Когда я готовил playbook для своего VPS, я взял за основу Sovereign. В этом репозитории меня заинтересовал файл tests.py, содержащий тесты для результирующего сервера. У меня сразу же возник вопрос - почему тесты самописные, на голом Python, а не на каком-нибудь готовом решении. Я решил изучить, что же есть сейчас для TDD-администрирования. Оказалось, что толком ничего и нет, а то, что есть - для Ansible не особо нужно.
Для начала, что есть. Тут все скучно, есть serverspec,
и envassert.
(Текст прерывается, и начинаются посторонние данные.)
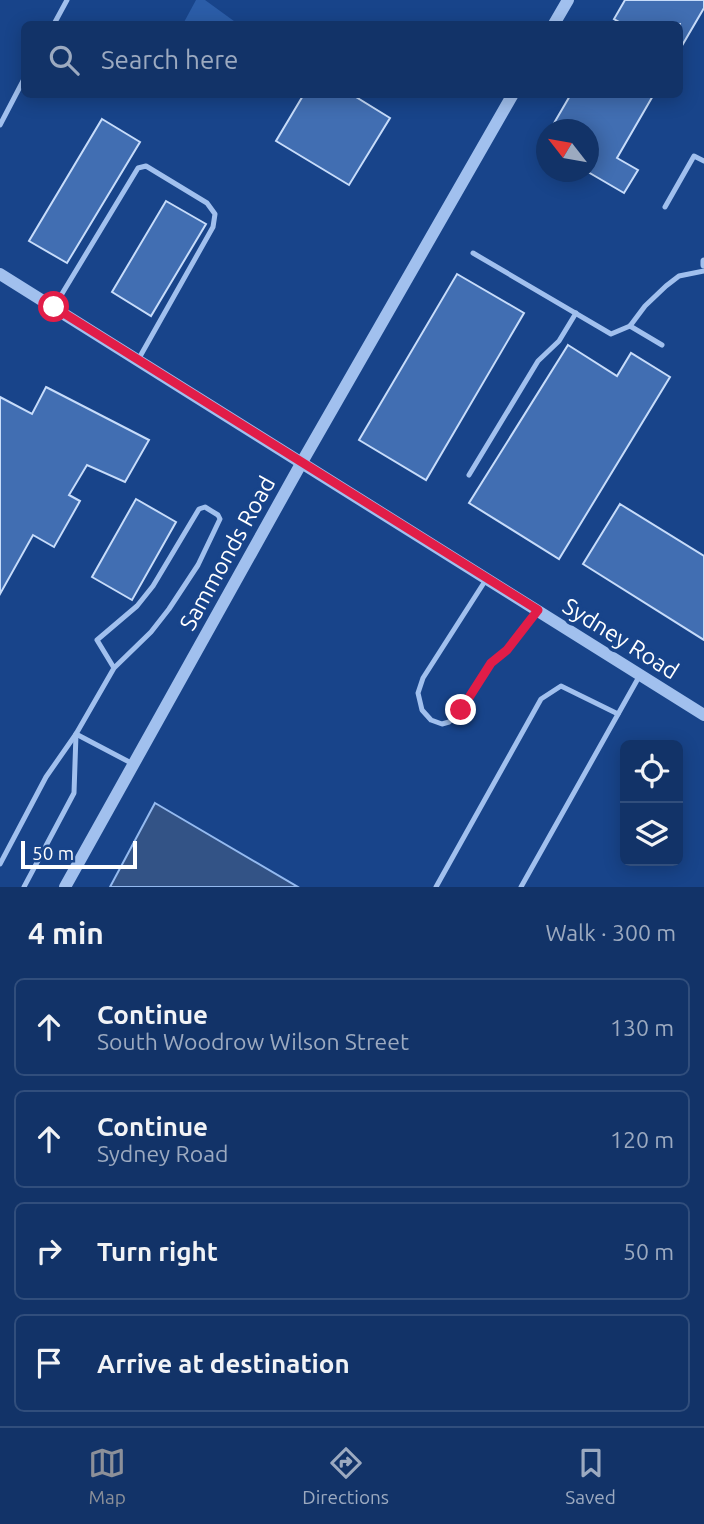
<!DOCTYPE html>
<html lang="en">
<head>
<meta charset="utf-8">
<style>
  body { margin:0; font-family:Ubuntu,sans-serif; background:#1b3b6e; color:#f1f3f6 }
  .controls { position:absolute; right:21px; bottom:21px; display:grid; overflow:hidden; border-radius:10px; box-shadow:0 4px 18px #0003 }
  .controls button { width:63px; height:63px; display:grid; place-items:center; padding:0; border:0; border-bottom:2px solid #314e7c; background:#123368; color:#f1f3f6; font:35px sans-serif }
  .compass { position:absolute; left:536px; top:119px; width:63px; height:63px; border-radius:50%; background:#123368; box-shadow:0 4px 18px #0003; rotate:301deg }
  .scale { position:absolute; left:21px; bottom:18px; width:116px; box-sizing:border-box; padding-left:7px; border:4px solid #fff; border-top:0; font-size:19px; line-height:24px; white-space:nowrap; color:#fff; -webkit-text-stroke:5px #18448a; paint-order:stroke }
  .stop { position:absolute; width:21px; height:21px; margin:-16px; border:5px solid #e11d48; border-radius:50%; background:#fff }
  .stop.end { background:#e11d48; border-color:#fff; box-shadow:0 2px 7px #0008 }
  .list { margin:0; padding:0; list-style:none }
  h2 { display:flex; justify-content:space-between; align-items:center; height:91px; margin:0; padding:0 28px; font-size:30px }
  h2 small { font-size:23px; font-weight:400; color:#9caac0 }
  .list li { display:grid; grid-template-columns:46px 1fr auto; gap:21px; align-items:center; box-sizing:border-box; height:98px; margin:0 14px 14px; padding:0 14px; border:2px solid #314e7c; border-radius:10px }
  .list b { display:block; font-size:26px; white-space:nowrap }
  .list p { margin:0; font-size:23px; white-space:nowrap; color:#9caac0 }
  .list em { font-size:23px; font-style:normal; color:#9caac0 }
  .icon { flex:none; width:38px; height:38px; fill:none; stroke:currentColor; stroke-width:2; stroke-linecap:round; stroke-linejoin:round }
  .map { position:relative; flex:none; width:704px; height:887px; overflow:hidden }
  .search { position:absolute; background:#123368; box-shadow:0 4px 18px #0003; left:21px; right:21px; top:21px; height:77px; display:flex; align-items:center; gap:18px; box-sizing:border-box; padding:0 24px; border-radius:10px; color:#9caac0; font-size:26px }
  .sheet { height:539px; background:#123368 }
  nav { display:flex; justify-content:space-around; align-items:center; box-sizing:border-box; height:98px; border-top:2px solid #314e7c; background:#123368; font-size:19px; color:#9caac0 }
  nav a { display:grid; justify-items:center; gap:4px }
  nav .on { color:#8c9099 }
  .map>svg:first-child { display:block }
  .green { fill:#2b5da8 }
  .water { fill:#335386; stroke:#94baf0; stroke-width:2 }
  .building { fill:#416eb2; stroke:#c7dcfa; stroke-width:2 }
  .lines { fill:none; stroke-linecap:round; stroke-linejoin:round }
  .service { stroke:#a1c0ee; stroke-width:5 }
  .minor { stroke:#a1c0ee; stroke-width:7 }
  .tertiary { stroke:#a1c0ee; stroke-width:12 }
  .route { stroke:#e11d48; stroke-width:9 }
  .labels { text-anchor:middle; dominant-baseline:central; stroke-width:7; stroke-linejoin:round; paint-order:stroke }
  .street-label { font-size:23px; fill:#fff; stroke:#18448a }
</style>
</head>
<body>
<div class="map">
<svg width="704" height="887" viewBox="0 0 704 887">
  <rect width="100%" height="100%" fill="#18448a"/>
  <!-- green -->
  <path class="green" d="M196 0H205L238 24H183Z"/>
  <!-- water -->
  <path class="water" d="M155 803 298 887H110Z"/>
  <!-- building -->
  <g class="building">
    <path d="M625 0H704V8L680 49V24H623L614 19Z"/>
    <path d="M304 94H351L390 118 349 185 276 141Z"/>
    <path d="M571 94H654L617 158 638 170 624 193 588 172V130H550Z"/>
    <path d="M102 119 140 142 67 263 29 241Z"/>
    <path d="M166 201 206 224 151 316 112 292Z"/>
    <path d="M457 274 524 313 426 480 359 440Z"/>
    <path d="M568 345 617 376 631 353 670 377 559 559 469 503Z"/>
    <path d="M46 387 149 440 125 482 87 465 69 495 80 501 54 547 33 535 0 594V397L32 414Z"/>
    <path d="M136 499 176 522 132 600 92 577Z"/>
    <path d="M620 504 704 556V640L583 564Z"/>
  </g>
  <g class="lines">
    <!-- service -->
    <g class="service">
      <path d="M54 24 67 0"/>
      <path d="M0 125 24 79"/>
      <path d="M665 207 694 156 704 161"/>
      <path d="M473 253 611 334 630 326 645 306 666 286 679 276 704 271"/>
      <path d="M54 307 138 168 146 166 207 203 215 214 213 227 138 360"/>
      <path d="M630 326 662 345"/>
      <path d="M469 475 538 361 559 341 576 313"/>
      <path d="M487 578 423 678 418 693 422 710 431 720 442 724 449 722 461 710 490 663 507 650 536 612"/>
      <path d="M114 668 97 640 137 606 153 586 199 509 205 507 218 515 220 519 198 565 169 609 151 632 114 668 76 734 133 764"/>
      <path d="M0 864 46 777 76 734"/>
      <path d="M24 887 74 793 76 734"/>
      <path d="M436 887 541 699 561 686 618 714"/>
      <path d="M521 887 640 675"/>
    </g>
    <!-- minor -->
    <path class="minor" d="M704 261V265"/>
    <!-- tertiary -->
    <g class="tertiary">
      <path d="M554 24 568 0"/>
      <path d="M0 274 704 715"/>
      <path d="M65 887 302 462 513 94"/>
    </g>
  </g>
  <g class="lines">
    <!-- route -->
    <path class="route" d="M54 307 538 610 507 650 491 663 461 710"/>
  </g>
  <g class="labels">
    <!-- street labels -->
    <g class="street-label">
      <text transform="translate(227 553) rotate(-61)">Sammonds Road</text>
      <text transform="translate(621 638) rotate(32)">Sydney Road</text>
    </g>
  </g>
</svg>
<div class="controls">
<button><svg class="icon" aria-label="locate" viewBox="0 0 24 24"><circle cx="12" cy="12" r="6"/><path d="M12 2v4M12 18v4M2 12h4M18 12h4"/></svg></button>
<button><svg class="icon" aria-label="layers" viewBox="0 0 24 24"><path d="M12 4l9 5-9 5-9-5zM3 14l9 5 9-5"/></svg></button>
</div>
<svg class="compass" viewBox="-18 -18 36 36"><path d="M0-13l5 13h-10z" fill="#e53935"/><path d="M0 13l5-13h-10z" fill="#9caac0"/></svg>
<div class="scale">50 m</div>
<div class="stop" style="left:54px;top:307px"></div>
<div class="stop end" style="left:461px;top:710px"></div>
<div class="search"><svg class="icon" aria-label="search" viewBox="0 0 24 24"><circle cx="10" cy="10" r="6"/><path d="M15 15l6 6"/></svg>Search here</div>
</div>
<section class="sheet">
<h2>4 min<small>Walk · 300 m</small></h2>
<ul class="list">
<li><svg class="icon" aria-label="ahead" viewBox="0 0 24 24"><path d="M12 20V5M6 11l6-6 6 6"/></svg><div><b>Continue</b><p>South Woodrow Wilson Street</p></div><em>130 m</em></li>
<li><svg class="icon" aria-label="ahead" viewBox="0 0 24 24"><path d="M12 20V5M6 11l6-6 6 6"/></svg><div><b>Continue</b><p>Sydney Road</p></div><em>120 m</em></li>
<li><svg class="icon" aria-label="right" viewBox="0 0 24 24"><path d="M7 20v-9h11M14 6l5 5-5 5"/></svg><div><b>Turn right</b></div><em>50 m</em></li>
<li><svg class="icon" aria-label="arrive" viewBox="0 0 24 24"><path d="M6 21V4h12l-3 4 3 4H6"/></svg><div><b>Arrive at destination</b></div></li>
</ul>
</section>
<nav>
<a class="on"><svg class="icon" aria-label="map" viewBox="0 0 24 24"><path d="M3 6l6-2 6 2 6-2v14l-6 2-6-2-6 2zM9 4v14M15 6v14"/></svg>Map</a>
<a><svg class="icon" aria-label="directions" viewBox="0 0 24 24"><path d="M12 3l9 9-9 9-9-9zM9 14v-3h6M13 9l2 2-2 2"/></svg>Directions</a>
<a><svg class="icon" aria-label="saved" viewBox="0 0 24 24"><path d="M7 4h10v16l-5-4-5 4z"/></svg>Saved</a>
</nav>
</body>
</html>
Оба эти инструмента
предоставляют возможность декларативно описать требуемое состояние удаленного
сервера, и проверить его соответствие реальности по ssh.
Вот пример для serverspec с официального сайта:
:::ruby
require 'spec_helper'
describe package('httpd') do
it { should be_installed }
end
describe service('httpd') do
it { should be_enabled }
it { should be_running }
end
describe port(80) do
it { should be_listening }
end
describe file('/etc/httpd/conf/httpd.conf') do
it { should be_file }
its(:content) { should match /ServerName www.example.jp/ }
end
Все чудесно, и для того же Chef это отличный инструмент, поскольку сам Chef провоцирует писать императивный код на Ruby, который хорошо было бы проверять простым декларативным описанием.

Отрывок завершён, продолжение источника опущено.